* _Task requirements_
Copy all lines holding the word "linecap" from the entries.

* _Excerpted data_
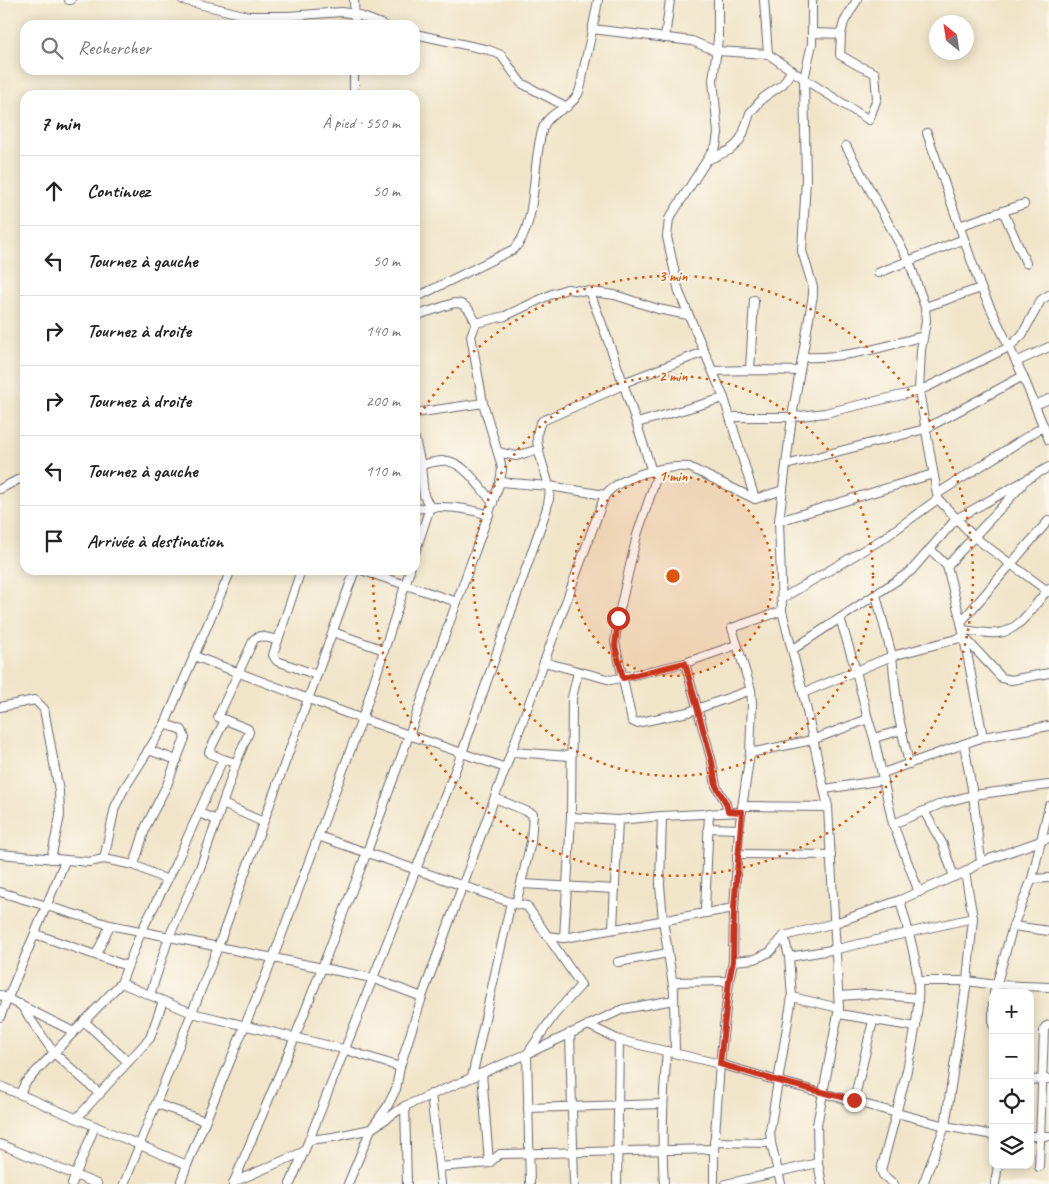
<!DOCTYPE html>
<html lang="fr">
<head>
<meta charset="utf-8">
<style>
  body { margin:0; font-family:Caveat,sans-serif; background:#f2f2f2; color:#222 }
  .controls { position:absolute; right:15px; bottom:15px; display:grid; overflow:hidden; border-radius:10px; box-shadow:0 2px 12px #0003 }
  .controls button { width:45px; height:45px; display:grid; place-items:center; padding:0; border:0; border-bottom:1px solid #e0e0e0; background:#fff; color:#222; font:25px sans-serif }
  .compass { position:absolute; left:929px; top:15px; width:45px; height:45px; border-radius:50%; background:#fff; box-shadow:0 2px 12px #0003; rotate:330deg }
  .stop { position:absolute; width:15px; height:15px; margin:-11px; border:4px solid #c8321e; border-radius:50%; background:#fff }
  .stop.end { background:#c8321e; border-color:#fff; box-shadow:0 1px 5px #0008 }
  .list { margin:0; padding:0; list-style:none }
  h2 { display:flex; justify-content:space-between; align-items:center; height:65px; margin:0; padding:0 20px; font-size:21px }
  h2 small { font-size:16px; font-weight:400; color:#767676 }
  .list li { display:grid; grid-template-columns:32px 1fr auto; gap:15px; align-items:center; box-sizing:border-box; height:70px; padding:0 20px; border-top:1px solid #e0e0e0 }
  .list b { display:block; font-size:19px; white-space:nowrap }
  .list em { font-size:16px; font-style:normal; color:#767676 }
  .icon { flex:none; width:28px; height:28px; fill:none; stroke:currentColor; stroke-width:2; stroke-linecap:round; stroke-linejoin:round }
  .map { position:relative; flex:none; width:1049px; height:1184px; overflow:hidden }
  .search { position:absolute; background:#fff; box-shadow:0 2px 12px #0003; left:20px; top:20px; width:400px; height:55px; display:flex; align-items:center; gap:12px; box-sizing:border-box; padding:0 18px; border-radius:15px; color:#767676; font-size:19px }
  .panel { position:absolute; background:#fff; box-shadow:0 2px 12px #0003; left:20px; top:90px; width:400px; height:485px; border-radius:15px }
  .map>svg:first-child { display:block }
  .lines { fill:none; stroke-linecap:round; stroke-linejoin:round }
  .street-casing { stroke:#6a666d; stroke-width:10 }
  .street { stroke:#fff; stroke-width:8 }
  .route { stroke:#c8321e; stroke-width:6 }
  .ring { fill:none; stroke:#de560e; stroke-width:2.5; stroke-dasharray:2.5 5 }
  .centre { fill:#de560e; stroke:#fbf7ec; stroke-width:2.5 }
  .ring-label { font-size:15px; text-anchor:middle; font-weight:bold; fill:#de560e; stroke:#fbf7ec; stroke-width:4; stroke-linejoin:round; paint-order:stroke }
</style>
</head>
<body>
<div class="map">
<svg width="1049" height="1184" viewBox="0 0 1049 1184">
  <rect width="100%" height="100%" fill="#fbf7ec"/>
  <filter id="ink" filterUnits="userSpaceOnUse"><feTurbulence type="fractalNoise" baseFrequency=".02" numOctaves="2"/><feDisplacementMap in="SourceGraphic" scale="10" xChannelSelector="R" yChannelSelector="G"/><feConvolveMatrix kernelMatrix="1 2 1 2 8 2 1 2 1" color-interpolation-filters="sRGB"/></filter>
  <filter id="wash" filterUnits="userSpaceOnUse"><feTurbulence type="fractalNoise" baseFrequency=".0096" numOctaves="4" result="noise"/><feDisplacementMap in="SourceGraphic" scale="20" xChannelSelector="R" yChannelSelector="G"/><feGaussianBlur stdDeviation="1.12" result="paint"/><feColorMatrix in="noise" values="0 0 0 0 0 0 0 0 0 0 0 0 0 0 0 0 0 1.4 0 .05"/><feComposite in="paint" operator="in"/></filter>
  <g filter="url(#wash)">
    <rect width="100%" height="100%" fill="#f0e5c9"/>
  </g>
  <g filter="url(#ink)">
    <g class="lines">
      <defs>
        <g id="street">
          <polyline points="69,0 71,0"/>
          <polyline points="183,0 248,16 288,16 342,12 355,14 384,25"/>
          <polyline points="354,0 355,25"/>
          <polyline points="718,0 718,39 713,80 718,133 716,146 669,219 667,237 679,292 724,398 755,499"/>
          <polyline points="764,0 768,54"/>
          <polyline points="812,0 812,44 804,79 806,180 802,251 813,287 813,295 792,417 779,521 782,611 803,693 828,807 839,1008 817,1125 818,1163 822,1184"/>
          <polyline points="592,29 692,41 716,51 768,54 804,79 869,120 877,98 875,73 859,66 840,55 841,34"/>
          <polyline points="813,33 841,34 844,22 857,0"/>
          <polyline points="415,34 489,50 501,55 521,83 567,107"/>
          <polyline points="665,38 670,0"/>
          <polyline points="354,95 354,70"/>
          <polyline points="927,133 981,288 1023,376 1049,440"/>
          <polyline points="846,146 909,261 925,307 926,321 921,350 919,391 938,499 974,537 1049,592"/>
          <polyline points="710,159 730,150 738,143 743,134 750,113 763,98 783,84 792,70"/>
          <polyline points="1003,211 1026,263"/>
          <polyline points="959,226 1024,204"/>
          <polyline points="878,273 964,239"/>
          <path d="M589,291C613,350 633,411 652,472"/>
          <path d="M415,298L514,249C539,225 531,162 543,128C549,111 570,110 578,94C582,87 582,76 584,68C589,45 594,23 598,0"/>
          <polyline points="925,307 981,288"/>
          <path d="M415,316L454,303C467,303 471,312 476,323"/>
          <polyline points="476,323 505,316 552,294 567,289 615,295 658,309 688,315"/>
          <path d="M804,357C845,359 884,347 923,336"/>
          <polyline points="1016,362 1049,347"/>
          <polyline points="750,370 754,300"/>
          <polyline points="713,371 750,370 800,371"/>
          <polyline points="623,383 704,352"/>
          <polyline points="1035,405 1049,399"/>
          <polyline points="415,413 483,403"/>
          <polyline points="731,417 792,417 825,413 919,391 1009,347 1022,335 1041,300 1049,295"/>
          <polyline points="637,423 724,398"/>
          <path d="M415,439L421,465C429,463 440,460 448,461C467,465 481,489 493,503"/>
          <polyline points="498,452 516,456 539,449"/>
          <polyline points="786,465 925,429 1023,376"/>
          <polyline points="659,470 637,535 618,618 615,642 632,721 636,723 688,712 751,690"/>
          <path d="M500,482L549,486L605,495C621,476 664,465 689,467L755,499L783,490"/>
          <polyline points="0,489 25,476"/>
          <polyline points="937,494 1044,426"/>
          <path d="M415,509C441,505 464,507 489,515"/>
          <polyline points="779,521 933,474"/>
          <polyline points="930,549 947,566 961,622 983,737"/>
          <polyline points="415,553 430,507 424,496 421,465"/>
          <polyline points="947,566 1022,485"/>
          <polyline points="301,570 273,655 277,661 317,675"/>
          <polyline points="361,570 457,602"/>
          <polyline points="876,595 892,656 898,713 909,764"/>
          <polyline points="781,599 884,538 938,499"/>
          <polyline points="840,618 856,671 868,719 874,738"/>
          <polyline points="961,622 1049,520"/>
          <path d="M963,630C974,631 986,634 998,633C1019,632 1036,603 1049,588"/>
          <polyline points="333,632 384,650"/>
          <polyline points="792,650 911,571 956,519 1049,467"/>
          <polyline points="194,656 362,719 506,768"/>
          <polyline points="544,662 611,680 685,663 736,645"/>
          <polyline points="685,663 712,762 716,786 726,803 727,811"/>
          <polyline points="803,693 892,656 964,637 1002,678 1011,680 1049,673"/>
          <polyline points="0,707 35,700 44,709 59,791 60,816 51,859"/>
          <polyline points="902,730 874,738 893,824 919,892"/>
          <polyline points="964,744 973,795 981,862"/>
          <polyline points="148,750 177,760"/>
          <polyline points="512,752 571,756"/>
          <polyline points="750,753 812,740 868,719"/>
          <polyline points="223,759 211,754 209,752 225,720"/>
          <polyline points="883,773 983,737 1049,726"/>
          <polyline points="825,789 884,780"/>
          <polyline points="495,798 533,814 531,842 516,904"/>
          <polyline points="223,804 263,822"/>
          <polyline points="742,806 828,807"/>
          <polyline points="924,811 943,845 954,877"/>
          <polyline points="662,816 660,885 663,920 674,992 675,1052"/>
          <polyline points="571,817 618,820 662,816 742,812"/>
          <polyline points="217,820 236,763 249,732 248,729 218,717 254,639 260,636 278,640"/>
          <polyline points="893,824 943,803 973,795 1049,785"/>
          <polyline points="708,828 739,829"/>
          <polyline points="318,836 516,904 527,906 581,985 555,1014 527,1054 530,1184"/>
          <polyline points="0,854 89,862 104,859 134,865 167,880"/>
          <polyline points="737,854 831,855"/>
          <polyline points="104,859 115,807 124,789 165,724 231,570"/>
          <polyline points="134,865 146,826 167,785 185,738 182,730 165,724"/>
          <polyline points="1032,879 1049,878"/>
          <polyline points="521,884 615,889"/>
          <polyline points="0,892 110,925 372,978 422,997"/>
          <polyline points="705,912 709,813"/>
          <polyline points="1013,926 1049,931"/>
          <polyline points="613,928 618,820"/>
          <polyline points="35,934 127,966"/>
          <polyline points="547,936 564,938 734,908"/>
          <polyline points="564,938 571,817 572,698 578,672"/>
          <polyline points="96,955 110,925"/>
          <polyline points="789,957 837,949 973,918"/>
          <polyline points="733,961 755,959 770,952 784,936 835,923 900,900 965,872 981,862 1049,838"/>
          <polyline points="618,962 668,953"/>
          <polyline points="918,981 967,981 996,985 1049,987"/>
          <polyline points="673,982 729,981"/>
          <polyline points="121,983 192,1013 343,1049 400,1067"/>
          <polyline points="994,993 1013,926 1032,879 1049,806"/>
          <polyline points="0,995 74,1032"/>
          <polyline points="150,995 169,937 200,868 217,820 199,813"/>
          <polyline points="839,996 869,994 918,998"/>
          <polyline points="792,997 839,1008"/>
          <polyline points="20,1004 54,1053 100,1094"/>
          <polyline points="993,1004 993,1025"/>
          <polyline points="839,1014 916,1027"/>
          <polyline points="0,1017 65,861"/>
          <polyline points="84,1021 128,1062"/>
          <polyline points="588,1025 619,1040 720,1064 778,1081 945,1126 993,1135"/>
          <polyline points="570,1033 574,1184"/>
          <polyline points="482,1073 489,1163"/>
          <polyline points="472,1077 511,902"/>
          <polyline points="1030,1080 1049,1079"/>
          <polyline points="0,1086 187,1165"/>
          <polyline points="20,1094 25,1083 121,983 141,932 175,865 223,759 236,763"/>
          <polyline points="431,1094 441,1184"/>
          <polyline points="854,1100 873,1021"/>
          <polyline points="157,1104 205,1121"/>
          <polyline points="405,1106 407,1184"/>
          <polyline points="528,1108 663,1104"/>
          <polyline points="77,1118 150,1038 163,1001"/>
          <polyline points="1030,1136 1049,1136"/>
          <polyline points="309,1140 333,1137 371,1129 405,1106 527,1054 623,1009 674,1000"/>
          <polyline points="714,1142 771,1143"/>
          <polyline points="0,1144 97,1184"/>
          <polyline points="439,1167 489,1163 500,1154 714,1149"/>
          <polyline points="1039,1167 1044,1030 1045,1027 1049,1025"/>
          <polyline points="234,1182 303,1152"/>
          <polyline points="72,1184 95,1126"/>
          <polyline points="124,1184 218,947 355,570"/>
          <polyline points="182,1184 181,1181 187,1165 273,958 362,719 410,570"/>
          <polyline points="233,1184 295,1037 367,852 500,482 502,469 500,460 483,403 471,336 476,323"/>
          <path d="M290,1184L309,1140L462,753L546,511C548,504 551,495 549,487C546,469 529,439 542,421L623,385"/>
          <polyline points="348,1184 371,1129 387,1107 396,1089 400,1067 422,997 605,495"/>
          <polyline points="617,1184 619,1040"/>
          <path d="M664,1184C661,1139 663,1095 667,1051"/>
          <polyline points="714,1184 714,1149 720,1064 729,981 733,961 734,908 739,829 750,753 752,704 751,690 732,628 782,611"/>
          <polyline points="726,1184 818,1163"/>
          <polyline points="781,1184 771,1143 770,1130 792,997 789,957 784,936"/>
          <path d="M894,1184L883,1175L881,1170C890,1137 899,1104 907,1070C913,1041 920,1012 918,982C916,955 907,927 900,900"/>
          <polyline points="923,1184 945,1126 967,981 973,918 965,872"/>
          <polyline points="995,1184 998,1165"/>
        </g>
      </defs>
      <use href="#street" class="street-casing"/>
      <use href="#street" class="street"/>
    </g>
  </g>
  <g class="lines" filter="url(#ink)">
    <polyline class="route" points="618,618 615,646 623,678 685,663 712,762 716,786 726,803 728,811 742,812 734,908 733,961 729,981 720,1064 778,1081 854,1100"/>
  </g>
  <circle cx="673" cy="576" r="100" fill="#de560e" fill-opacity=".12"/>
  <g class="ring">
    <circle cx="673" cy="576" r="100"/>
    <circle cx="673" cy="576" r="200"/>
    <path d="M416 421A300 300 0 1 1 373 571"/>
  </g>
  <circle cx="673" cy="576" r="8" class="centre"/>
  <g class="ring-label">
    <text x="673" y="281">3 min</text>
    <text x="673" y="381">2 min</text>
    <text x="673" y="481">1 min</text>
  </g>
</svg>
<div class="controls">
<button>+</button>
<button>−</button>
<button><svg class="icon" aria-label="locate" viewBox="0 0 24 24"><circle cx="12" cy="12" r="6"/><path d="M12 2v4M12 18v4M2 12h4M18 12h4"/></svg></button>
<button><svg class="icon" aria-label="layers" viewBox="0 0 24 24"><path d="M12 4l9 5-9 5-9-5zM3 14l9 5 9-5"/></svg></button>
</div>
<svg class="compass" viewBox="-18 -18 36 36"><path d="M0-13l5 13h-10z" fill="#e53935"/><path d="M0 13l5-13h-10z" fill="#767676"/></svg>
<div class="stop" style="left:618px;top:618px"></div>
<div class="stop end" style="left:854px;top:1100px"></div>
<div class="search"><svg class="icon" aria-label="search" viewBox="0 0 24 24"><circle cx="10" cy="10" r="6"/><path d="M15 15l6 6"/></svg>Rechercher</div>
<section class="panel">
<h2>7 min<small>À pied · 550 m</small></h2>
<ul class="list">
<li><svg class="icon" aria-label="ahead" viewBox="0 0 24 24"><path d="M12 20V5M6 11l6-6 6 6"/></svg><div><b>Continuez</b></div><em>50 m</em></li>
<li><svg class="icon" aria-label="left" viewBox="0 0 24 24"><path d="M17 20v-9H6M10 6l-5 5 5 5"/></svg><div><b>Tournez à gauche</b></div><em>50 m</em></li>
<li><svg class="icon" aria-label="right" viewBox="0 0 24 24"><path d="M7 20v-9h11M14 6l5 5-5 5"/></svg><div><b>Tournez à droite</b></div><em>140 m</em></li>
<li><svg class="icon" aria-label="right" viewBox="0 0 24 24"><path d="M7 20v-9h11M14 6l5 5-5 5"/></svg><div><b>Tournez à droite</b></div><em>200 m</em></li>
<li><svg class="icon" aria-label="left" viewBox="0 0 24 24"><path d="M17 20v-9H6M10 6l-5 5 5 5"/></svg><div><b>Tournez à gauche</b></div><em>110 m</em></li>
<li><svg class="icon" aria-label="arrive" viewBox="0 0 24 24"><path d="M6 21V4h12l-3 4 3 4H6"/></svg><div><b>Arrivée à destination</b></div></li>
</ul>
</section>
</div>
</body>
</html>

* _Response below_
  .icon { flex:none; width:28px; height:28px; fill:none; stroke:currentColor; stroke-width:2; stroke-linecap:round; stroke-linejoin:round }
  .lines { fill:none; stroke-linecap:round; stroke-linejoin:round }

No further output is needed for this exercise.